IM QUELLPUNKT DER FARBEN
Gedanken zu Ralf Kopps Projektion "Ursprung"

Wie ernst meint er das wirklich? Man kann es keinem verdenken, dessen erste Reaktion auf Ralf Kopps Projektion "Ursprung" mit Skepsis durchschossen ist. So sehr lässt das von gemeinsamem Ausgangspunkt simultan in vier Richtungen vorstoßende Gesprudel farbiger Scheiben an einen poppigen Effekt visueller Raumaufpeppung, ja ans Prinzip Lavalampe denken. Etwas, so widerstandslos angenehm anzuschauen, dass es gut "nebenbei laufen" kann, während man sich auf den Chorgesang konzentriert. Schnell jedoch stellt man fest: zwischen den melodischen Modulationen und denen der Scheiben-Sukzession besteht ein direkter Zusammenhang. An- und abschwellende Töne werden begleitet von an- und abschwellendem Farbenfluss, so absolut zeitnah, dass man von selber kaum darauf käme, dass dieser von jenen in jeder Nuance gesteuert wird.
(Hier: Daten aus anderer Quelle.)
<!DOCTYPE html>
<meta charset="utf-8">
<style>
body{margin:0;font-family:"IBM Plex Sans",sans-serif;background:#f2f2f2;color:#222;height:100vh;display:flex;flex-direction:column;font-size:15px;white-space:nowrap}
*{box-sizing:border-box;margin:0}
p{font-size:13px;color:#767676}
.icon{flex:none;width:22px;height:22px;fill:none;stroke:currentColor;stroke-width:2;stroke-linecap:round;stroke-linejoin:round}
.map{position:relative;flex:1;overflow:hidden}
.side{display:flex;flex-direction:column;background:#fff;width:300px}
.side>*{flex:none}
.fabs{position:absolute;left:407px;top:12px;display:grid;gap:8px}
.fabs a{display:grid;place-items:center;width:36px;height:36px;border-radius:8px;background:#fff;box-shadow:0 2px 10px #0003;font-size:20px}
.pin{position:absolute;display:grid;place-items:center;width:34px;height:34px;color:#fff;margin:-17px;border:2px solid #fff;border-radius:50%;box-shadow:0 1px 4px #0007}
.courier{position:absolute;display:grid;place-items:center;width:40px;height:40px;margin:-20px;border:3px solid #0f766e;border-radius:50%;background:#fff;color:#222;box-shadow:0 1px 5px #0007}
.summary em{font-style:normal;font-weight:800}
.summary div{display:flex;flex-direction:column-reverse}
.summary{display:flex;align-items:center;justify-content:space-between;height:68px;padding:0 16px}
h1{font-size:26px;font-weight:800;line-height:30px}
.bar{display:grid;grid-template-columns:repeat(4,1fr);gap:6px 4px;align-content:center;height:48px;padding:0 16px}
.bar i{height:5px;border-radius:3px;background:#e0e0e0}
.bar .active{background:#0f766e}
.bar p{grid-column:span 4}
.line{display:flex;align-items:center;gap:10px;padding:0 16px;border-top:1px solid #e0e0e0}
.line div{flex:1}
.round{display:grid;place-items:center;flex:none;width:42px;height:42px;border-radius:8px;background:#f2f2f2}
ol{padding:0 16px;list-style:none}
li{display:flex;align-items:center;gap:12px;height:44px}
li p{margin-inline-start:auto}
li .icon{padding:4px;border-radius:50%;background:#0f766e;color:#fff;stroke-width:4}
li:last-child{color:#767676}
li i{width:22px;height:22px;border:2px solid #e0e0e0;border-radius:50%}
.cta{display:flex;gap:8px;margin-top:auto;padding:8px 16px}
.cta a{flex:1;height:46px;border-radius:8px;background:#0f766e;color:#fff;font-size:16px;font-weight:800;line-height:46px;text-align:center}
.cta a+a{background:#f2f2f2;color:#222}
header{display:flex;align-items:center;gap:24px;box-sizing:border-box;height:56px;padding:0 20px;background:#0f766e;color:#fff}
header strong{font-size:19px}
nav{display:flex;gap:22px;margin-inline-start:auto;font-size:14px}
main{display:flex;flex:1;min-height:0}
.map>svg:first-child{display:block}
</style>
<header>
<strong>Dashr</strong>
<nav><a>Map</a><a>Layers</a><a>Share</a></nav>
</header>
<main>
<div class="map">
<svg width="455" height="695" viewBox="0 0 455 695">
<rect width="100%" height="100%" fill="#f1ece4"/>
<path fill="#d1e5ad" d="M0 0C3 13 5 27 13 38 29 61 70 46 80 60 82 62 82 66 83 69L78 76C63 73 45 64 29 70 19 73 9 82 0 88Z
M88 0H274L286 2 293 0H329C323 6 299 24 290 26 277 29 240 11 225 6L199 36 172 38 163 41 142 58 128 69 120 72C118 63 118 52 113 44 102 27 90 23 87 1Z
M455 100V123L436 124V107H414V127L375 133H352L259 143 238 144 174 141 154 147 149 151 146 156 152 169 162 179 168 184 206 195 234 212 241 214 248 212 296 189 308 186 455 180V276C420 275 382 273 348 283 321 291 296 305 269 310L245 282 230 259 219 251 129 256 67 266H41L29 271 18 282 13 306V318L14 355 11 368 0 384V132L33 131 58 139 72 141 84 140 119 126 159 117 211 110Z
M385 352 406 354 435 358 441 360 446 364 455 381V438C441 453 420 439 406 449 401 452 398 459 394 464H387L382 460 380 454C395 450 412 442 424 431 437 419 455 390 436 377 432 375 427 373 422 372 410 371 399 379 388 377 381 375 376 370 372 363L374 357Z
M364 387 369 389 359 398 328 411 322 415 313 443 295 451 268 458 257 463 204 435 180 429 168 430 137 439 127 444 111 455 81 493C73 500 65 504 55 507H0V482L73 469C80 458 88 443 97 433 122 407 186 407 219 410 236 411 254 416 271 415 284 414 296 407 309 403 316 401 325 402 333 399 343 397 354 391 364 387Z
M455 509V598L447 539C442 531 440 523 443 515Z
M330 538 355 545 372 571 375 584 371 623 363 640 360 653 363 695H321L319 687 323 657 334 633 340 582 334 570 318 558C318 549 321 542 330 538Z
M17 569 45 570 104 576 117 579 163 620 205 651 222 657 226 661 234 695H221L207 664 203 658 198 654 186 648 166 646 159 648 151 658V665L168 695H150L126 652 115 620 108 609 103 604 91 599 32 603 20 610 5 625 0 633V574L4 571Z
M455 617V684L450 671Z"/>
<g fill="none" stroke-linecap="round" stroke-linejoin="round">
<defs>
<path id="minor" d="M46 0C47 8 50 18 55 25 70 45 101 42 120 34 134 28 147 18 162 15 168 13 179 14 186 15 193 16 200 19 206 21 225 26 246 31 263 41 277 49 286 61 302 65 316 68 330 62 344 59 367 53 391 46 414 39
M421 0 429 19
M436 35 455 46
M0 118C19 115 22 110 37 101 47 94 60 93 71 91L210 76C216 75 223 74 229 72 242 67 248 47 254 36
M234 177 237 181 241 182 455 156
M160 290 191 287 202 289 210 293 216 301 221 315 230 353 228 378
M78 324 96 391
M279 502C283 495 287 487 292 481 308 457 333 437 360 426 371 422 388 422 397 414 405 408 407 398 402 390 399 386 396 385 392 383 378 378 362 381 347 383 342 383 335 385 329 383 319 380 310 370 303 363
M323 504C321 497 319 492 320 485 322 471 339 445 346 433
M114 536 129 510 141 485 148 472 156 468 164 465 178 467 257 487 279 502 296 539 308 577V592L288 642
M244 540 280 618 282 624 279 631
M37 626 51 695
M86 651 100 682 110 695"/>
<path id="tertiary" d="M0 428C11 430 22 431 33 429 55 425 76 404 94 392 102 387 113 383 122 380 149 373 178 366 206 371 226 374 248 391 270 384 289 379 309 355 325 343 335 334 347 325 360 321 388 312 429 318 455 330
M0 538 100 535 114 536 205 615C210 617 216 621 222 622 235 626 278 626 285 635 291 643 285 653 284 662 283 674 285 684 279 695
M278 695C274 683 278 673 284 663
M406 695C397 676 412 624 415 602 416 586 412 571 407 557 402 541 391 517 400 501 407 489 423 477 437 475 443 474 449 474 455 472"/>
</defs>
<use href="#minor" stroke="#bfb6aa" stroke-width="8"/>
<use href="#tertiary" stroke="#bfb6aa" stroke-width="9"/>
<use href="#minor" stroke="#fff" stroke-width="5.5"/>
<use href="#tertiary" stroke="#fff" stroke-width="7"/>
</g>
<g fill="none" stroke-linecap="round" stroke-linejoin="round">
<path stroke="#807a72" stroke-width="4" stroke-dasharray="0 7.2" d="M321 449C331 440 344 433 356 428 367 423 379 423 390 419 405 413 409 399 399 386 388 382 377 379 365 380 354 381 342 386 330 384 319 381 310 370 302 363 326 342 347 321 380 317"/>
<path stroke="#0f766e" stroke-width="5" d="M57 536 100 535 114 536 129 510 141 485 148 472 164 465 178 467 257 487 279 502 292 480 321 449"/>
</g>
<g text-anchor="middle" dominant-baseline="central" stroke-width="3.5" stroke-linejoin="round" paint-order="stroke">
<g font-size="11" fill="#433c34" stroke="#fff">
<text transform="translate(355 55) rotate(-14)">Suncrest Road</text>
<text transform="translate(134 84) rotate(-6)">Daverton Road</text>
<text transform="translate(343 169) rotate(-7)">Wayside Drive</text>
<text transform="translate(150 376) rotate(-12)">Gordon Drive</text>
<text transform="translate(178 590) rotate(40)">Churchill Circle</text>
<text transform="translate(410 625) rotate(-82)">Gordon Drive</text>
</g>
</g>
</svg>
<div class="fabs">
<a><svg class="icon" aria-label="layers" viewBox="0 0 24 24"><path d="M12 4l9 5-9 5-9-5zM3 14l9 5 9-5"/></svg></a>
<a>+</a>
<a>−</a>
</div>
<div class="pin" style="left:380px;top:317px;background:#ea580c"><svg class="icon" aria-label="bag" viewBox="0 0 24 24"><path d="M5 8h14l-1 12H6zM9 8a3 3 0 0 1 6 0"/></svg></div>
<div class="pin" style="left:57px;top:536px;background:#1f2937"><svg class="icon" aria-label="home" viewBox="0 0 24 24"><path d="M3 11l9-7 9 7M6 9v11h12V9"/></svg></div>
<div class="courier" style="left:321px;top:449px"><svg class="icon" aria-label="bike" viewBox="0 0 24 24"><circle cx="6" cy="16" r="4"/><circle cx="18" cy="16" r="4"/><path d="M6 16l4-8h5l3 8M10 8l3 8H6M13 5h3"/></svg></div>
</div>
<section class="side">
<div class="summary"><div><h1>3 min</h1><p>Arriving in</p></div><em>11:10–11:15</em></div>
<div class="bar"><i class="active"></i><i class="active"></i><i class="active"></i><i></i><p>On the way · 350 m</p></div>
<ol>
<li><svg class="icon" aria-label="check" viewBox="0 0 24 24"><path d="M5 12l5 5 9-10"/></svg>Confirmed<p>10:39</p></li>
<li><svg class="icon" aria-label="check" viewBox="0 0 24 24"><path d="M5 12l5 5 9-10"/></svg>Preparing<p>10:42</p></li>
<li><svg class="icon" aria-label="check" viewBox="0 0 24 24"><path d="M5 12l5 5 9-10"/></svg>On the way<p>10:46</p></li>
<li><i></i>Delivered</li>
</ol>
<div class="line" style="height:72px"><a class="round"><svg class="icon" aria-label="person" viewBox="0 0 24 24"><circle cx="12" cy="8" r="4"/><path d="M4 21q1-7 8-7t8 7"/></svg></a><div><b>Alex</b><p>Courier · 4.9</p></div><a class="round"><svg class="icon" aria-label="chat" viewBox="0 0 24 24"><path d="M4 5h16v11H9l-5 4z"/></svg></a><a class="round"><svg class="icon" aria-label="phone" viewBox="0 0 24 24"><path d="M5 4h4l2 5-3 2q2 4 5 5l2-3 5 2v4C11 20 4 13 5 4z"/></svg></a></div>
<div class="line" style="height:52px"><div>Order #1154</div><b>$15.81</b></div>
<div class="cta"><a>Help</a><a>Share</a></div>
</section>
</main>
Mit dem letzten Ton erlischt dann die letzte Scheibe. Kopps Arbeit, die so spielerisch daherkommt, gehorcht einem stringenten System.

Da sind die zwei sich rechtwinklig überschneidenden Bahnen, die Vertikale dabei länger als die Horizontale: ein römisches Kreuz. Vom Überschneidungspunkt nehmen die farbigen Scheiben, leuchtend vor dunklem Hintergrund, ihren Ausgang, wobei sich der Rot-Orange-Gelb-Teil des Spektrums auf der Horizontal-, der Grün-Blau-Violett-Teil auf der Vertikalbahn darstellt. (Ein Mikrophon hat die akustischen Signale an einen Rechner weitergegeben, der sie, ausdifferenziert nach Hoch und Tief, überträgt in die optische Manifestation. Der schon von vielen synästhetisch begabten Künstlern und Komponisten gehegte, hier mit Mitteln digitaler Elektronik verwirklichte Traum vom Farbklavier!) Ausdrücklich ist von Bahnen die Rede anstatt von Balken - die Erscheinung dieses Kreuzes ist ebenso temporär wie immateriell. Dafür wirkt es umso lebendiger. In mittelalterlicher Buchmalerei taucht gelegentlich das Motiv des Kruzifixus auf, dem das Kreuz, an das er geheftet ist, plötzlich frühlingshaft Blätter treibt. Das starre, tote Holz verwandelt sich ins uralte Symbol des Lebensbaums. Ähnlich durchpulst von Saft zeigen die sich ständig verfolgenden, überlagernden, neu mischenden Tropfen der Kopp'schen Farbprojektion das Kreuzgebilde.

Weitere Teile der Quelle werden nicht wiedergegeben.